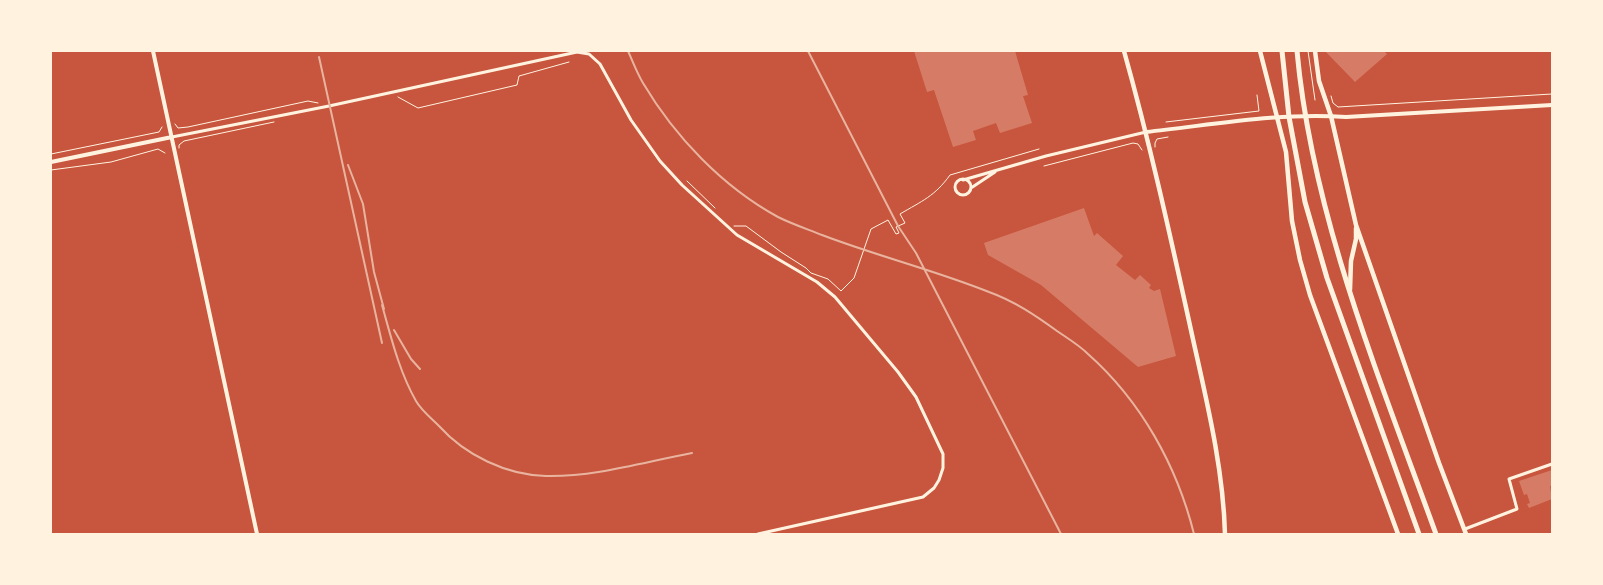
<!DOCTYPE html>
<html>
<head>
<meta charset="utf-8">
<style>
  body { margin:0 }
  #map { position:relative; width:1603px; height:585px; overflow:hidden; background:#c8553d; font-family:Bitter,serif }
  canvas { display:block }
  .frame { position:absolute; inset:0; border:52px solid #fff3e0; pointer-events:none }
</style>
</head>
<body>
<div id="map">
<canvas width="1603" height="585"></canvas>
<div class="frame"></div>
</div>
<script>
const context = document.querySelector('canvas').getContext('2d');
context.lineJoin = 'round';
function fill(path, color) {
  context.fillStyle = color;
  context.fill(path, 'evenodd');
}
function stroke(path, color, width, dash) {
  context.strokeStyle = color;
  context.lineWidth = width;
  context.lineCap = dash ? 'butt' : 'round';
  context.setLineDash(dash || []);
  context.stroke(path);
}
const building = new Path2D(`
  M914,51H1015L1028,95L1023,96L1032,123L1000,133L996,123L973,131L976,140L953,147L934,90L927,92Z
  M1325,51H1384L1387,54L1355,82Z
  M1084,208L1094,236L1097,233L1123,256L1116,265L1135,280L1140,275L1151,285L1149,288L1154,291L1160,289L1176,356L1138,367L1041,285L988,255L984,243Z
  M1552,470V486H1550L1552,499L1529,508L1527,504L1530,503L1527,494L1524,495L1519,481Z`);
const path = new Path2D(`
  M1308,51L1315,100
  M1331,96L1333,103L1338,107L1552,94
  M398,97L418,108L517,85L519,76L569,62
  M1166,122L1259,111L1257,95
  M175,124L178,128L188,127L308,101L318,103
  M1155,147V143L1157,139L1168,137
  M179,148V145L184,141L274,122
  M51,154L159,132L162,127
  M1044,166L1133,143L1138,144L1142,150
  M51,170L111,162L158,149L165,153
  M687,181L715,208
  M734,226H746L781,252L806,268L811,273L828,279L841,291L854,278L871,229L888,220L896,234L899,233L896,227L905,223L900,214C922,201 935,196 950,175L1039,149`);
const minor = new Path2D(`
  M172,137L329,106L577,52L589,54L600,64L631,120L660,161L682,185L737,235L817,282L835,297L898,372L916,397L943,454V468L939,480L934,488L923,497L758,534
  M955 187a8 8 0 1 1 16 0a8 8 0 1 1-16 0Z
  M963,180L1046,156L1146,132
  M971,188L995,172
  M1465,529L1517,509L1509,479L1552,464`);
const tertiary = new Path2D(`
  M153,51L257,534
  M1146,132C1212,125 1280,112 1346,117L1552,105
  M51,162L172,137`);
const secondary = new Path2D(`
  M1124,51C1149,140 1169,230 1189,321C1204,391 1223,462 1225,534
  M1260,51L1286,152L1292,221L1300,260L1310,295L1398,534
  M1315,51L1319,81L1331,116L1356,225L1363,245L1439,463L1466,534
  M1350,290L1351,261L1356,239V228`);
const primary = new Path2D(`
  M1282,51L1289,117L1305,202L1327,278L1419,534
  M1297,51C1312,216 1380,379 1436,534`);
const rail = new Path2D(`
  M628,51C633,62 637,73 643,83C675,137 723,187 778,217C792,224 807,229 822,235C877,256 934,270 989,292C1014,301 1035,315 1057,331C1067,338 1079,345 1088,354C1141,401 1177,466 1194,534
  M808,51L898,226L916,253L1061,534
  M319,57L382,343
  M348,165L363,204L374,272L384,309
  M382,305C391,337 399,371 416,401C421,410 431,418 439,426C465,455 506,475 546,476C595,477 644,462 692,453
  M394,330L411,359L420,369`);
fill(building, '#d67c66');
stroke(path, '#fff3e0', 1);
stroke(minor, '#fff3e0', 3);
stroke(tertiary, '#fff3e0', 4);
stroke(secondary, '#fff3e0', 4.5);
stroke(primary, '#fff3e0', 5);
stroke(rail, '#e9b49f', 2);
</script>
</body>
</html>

=== WHAT THIS TASK INVOLVES ===
In the data above, find each line where the string "color" appears, then copy it.

=== REPLY TO THE EXERCISE ===
function fill(path, color) {
  context.fillStyle = color;
function stroke(path, color, width, dash) {
  context.strokeStyle = color;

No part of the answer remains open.